Exercise objective -> Print exactly the lines below between the line holding "ctx.font = font" and the line holding "[381,2497,389,2517,297,2517,301,2516]", inclusive, and nothing more.

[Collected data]
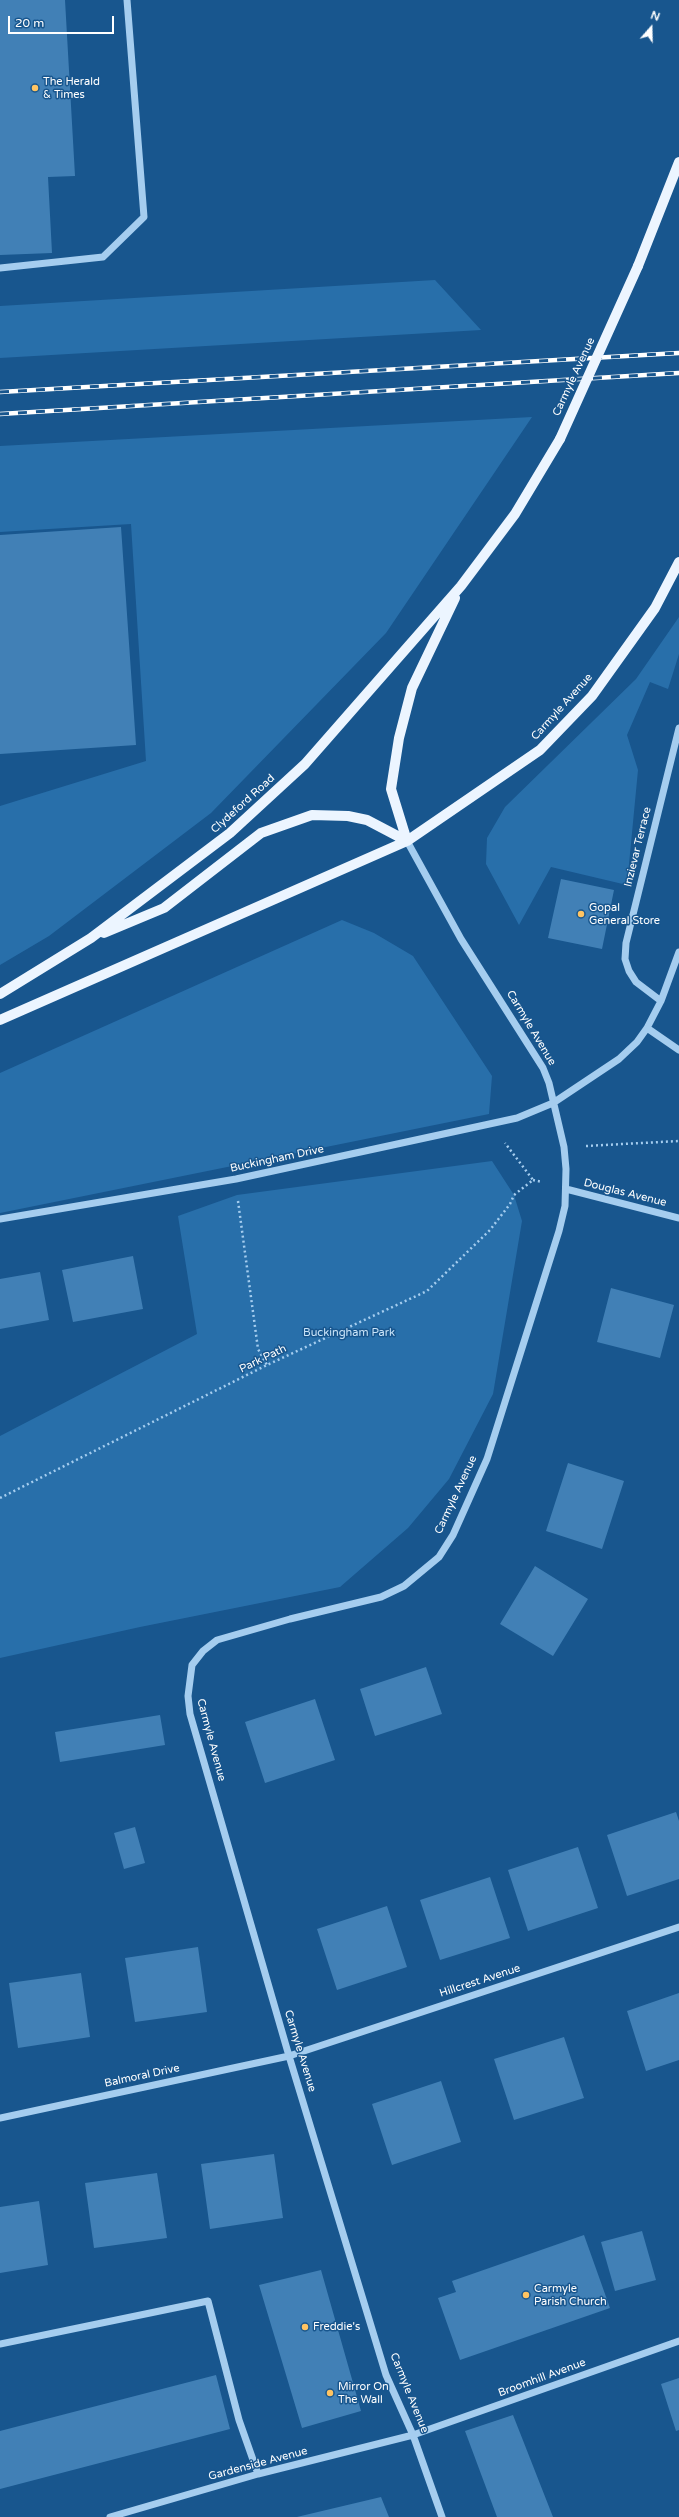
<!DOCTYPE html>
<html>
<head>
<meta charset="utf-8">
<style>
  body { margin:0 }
  #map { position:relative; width:679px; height:2517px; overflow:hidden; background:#18568e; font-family:"Varela Round",sans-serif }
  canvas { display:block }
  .north { position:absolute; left:631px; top:8px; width:40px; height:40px; -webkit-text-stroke:3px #18568e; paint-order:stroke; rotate:20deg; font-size:11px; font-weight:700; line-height:16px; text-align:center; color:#fff }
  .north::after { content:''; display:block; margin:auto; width:14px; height:18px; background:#fff; clip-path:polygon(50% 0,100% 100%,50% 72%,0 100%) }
  .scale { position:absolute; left:8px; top:16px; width:106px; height:18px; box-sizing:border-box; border:2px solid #fff; border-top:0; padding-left:5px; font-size:12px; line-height:14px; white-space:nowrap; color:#fff; -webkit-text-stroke:3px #18568e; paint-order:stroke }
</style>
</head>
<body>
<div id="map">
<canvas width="679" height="2517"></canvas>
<div class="north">N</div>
<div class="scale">20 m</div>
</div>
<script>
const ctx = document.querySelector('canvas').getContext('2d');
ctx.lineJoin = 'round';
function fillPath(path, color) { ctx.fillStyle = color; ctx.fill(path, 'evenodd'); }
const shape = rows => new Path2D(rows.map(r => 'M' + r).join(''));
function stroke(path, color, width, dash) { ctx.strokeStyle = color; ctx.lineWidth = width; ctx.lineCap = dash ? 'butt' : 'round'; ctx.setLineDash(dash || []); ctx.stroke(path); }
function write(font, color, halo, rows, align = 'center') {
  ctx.font = font + ' "Varela Round",sans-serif'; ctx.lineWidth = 3; ctx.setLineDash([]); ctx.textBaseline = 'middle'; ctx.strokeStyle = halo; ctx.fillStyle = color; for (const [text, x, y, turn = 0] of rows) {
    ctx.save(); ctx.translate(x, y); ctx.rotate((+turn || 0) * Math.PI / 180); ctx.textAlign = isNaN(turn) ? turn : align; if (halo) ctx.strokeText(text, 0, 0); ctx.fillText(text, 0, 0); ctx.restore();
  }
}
const green = shape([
  [435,280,481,330,0,358,0,306],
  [532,417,386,633,211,813,49,936,0,965,0,806,146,761,131,524,0,532,0,446],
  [679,617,679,654,668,689,650,682,627,735,638,770,627,885,551,867,519,925,486,864,487,838,505,807,636,679],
  [342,920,374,933,413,956,492,1076,489,1114,0,1213,0,1073],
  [492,1161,514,1195,522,1221,493,1394,449,1479,408,1528,340,1587,140,1627,0,1658,0,1436,197,1334,178,1216,237,1195]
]);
const building = shape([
  [0,0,65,0,75,176,48,177,52,253,0,255],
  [121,527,136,745,0,754,0,535],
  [561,879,614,890,602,949,548,938],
  [133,1256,143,1309,73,1322,62,1270],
  [40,1272,49,1320,0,1329,0,1279],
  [611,1288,674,1305,660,1358,597,1342],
  [568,1463,624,1481,602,1549,546,1531],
  [535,1566,588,1599,553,1656,500,1624],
  [426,1667,442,1714,375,1736,360,1689],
  [315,1699,335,1760,265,1783,245,1722],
  [160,1715,165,1745,60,1762,55,1732],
  [676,1812,679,1821,679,1879,627,1896,607,1835],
  [135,1827,145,1863,124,1869,114,1833],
  [578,1847,598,1908,528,1931,508,1870],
  [490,1877,510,1938,440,1960,420,1900],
  [387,1906,407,1967,337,1990,317,1929],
  [198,1947,207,2012,135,2022,125,1958],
  [81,1973,90,2037,18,2048,9,1983],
  [679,1993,679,2060,646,2071,627,2011],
  [564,2037,584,2098,514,2120,494,2059],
  [441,2081,461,2142,392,2165,372,2104],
  [274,2154,283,2218,210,2229,201,2164],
  [157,2173,167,2238,94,2248,85,2183],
  [39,2201,48,2265,0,2273,0,2207],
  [642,2231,656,2280,615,2291,601,2242],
  [584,2235,610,2308,460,2360,438,2298,456,2292,452,2281],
  [321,2270,361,2411,302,2428,259,2285],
  [216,2375,230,2429,0,2489,0,2431],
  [679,2378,679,2430,676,2431,661,2384],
  [513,2415,524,2443,553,2517,497,2517,465,2431],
  [381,2497,389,2517,297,2517,301,2516]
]);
const path = shape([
  [586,1146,679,1141],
  [533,1180,542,1182],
  [238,1201,258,1349,267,1365],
  [0,1498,267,1365,427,1291,490,1230,510,1204,514,1195,533,1180,505,1143]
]);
const minor = shape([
  [0,268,103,257,144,217,127,0],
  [407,841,461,939,543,1068,549,1083,564,1147,566,1169,565,1206,559,1231,487,1459,453,1535,439,1557,404,1586,381,1597,290,1619,217,1640,203,1651,192,1665,188,1696,190,1714,289,2056,386,2375,413,2435,442,2517],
  [661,1001,636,982,629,971,625,959,626,943,679,728],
  [647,1028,679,1050],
  [566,1189,679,1218],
  [0,1219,236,1179,517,1118,553,1103,619,1059,637,1042,647,1028,661,1001,679,952],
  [0,2118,289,2056,679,1927],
  [0,2344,208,2301,239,2420,258,2474],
  [110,2517,258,2474,413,2435,679,2341]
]);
const major = shape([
  [638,266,679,162],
  [407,841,391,789,399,738,412,688,455,598],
  [104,933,164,908,261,833,312,815,348,816,367,820,407,841],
  [0,994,91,938,230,833,305,764,461,586,515,514,560,439],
  [0,1020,407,841,540,750,592,696,655,608,679,562]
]);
const rail = shape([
  [0,392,679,353],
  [0,414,679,373]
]);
const majorBridge = shape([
  [560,439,638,266]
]);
const markers = [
  [35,88,4,"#ffc462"],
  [581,914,4,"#ffc462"],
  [526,2295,4,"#ffc462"],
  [305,2327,4,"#ffc462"],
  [330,2393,4,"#ffc462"]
];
const poiNames = [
  ["The Herald",43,82],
  ["& Times",43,95],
  ["Gopal",589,908],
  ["General Store",589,921],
  ["Carmyle",534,2289],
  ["Parish Church",534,2302],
  ["Freddie's",313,2327],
  ["Mirror On",338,2387],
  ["The Wall",338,2400]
];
const streetNames = [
  ["Carmyle Avenue",574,377,-65],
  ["Carmyle Avenue",562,707,-48],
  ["Clydeford Road",243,804,-42],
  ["Inzievar Terrace",638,847,-76],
  ["Carmyle Avenue",531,1028,59],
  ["Buckingham Drive",277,1159,-12],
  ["Douglas Avenue",625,1193,14],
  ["Park Path",263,1359,-26],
  ["Carmyle Avenue",456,1495,-65],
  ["Carmyle Avenue",211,1740,75],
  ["Hillcrest Avenue",480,1981,-18],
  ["Carmyle Avenue",300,2051,73],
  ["Balmoral Drive",142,2076,-12],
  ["Broomhill Avenue",542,2378,-20],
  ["Carmyle Avenue",409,2393,68],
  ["Gardenside Avenue",258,2464,-15]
];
const parkNames = [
  ["Buckingham Park",349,1333]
];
fillPath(green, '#286faa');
fillPath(building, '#4180b6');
stroke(path, '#a5cdef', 2.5, [2, 3]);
stroke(minor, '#a5cdef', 7);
stroke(major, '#ecf5ff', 10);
stroke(rail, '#fff', 4.5);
stroke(rail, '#18568e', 3, [9]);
stroke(majorBridge, '#ecf5ff', 10);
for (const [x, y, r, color] of markers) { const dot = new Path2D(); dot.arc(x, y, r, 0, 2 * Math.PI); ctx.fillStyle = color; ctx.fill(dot); stroke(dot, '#18568e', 1.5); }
write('11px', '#fff', '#18568e', poiNames, 'left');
write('11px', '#fff', '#18568e', streetNames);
write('11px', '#cbe5fa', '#18568e', parkNames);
</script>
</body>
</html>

Result for this task ->
  ctx.font = font + ' "Varela Round",sans-serif'; ctx.lineWidth = 3; ctx.setLineDash([]); ctx.textBaseline = 'middle'; ctx.strokeStyle = halo; ctx.fillStyle = color; for (const [text, x, y, turn = 0] of rows) {
    ctx.save(); ctx.translate(x, y); ctx.rotate((+turn || 0) * Math.PI / 180); ctx.textAlign = isNaN(turn) ? turn : align; if (halo) ctx.strokeText(text, 0, 0); ctx.fillText(text, 0, 0); ctx.restore();
  }
}
const green = shape([
  [435,280,481,330,0,358,0,306],
  [532,417,386,633,211,813,49,936,0,965,0,806,146,761,131,524,0,532,0,446],
  [679,617,679,654,668,689,650,682,627,735,638,770,627,885,551,867,519,925,486,864,487,838,505,807,636,679],
  [342,920,374,933,413,956,492,1076,489,1114,0,1213,0,1073],
  [492,1161,514,1195,522,1221,493,1394,449,1479,408,1528,340,1587,140,1627,0,1658,0,1436,197,1334,178,1216,237,1195]
]);
const building = shape([
  [0,0,65,0,75,176,48,177,52,253,0,255],
  [121,527,136,745,0,754,0,535],
  [561,879,614,890,602,949,548,938],
  [133,1256,143,1309,73,1322,62,1270],
  [40,1272,49,1320,0,1329,0,1279],
  [611,1288,674,1305,660,1358,597,1342],
  [568,1463,624,1481,602,1549,546,1531],
  [535,1566,588,1599,553,1656,500,1624],
  [426,1667,442,1714,375,1736,360,1689],
  [315,1699,335,1760,265,1783,245,1722],
  [160,1715,165,1745,60,1762,55,1732],
  [676,1812,679,1821,679,1879,627,1896,607,1835],
  [135,1827,145,1863,124,1869,114,1833],
  [578,1847,598,1908,528,1931,508,1870],
  [490,1877,510,1938,440,1960,420,1900],
  [387,1906,407,1967,337,1990,317,1929],
  [198,1947,207,2012,135,2022,125,1958],
  [81,1973,90,2037,18,2048,9,1983],
  [679,1993,679,2060,646,2071,627,2011],
  [564,2037,584,2098,514,2120,494,2059],
  [441,2081,461,2142,392,2165,372,2104],
  [274,2154,283,2218,210,2229,201,2164],
  [157,2173,167,2238,94,2248,85,2183],
  [39,2201,48,2265,0,2273,0,2207],
  [642,2231,656,2280,615,2291,601,2242],
  [584,2235,610,2308,460,2360,438,2298,456,2292,452,2281],
  [321,2270,361,2411,302,2428,259,2285],
  [216,2375,230,2429,0,2489,0,2431],
  [679,2378,679,2430,676,2431,661,2384],
  [513,2415,524,2443,553,2517,497,2517,465,2431],
  [381,2497,389,2517,297,2517,301,2516]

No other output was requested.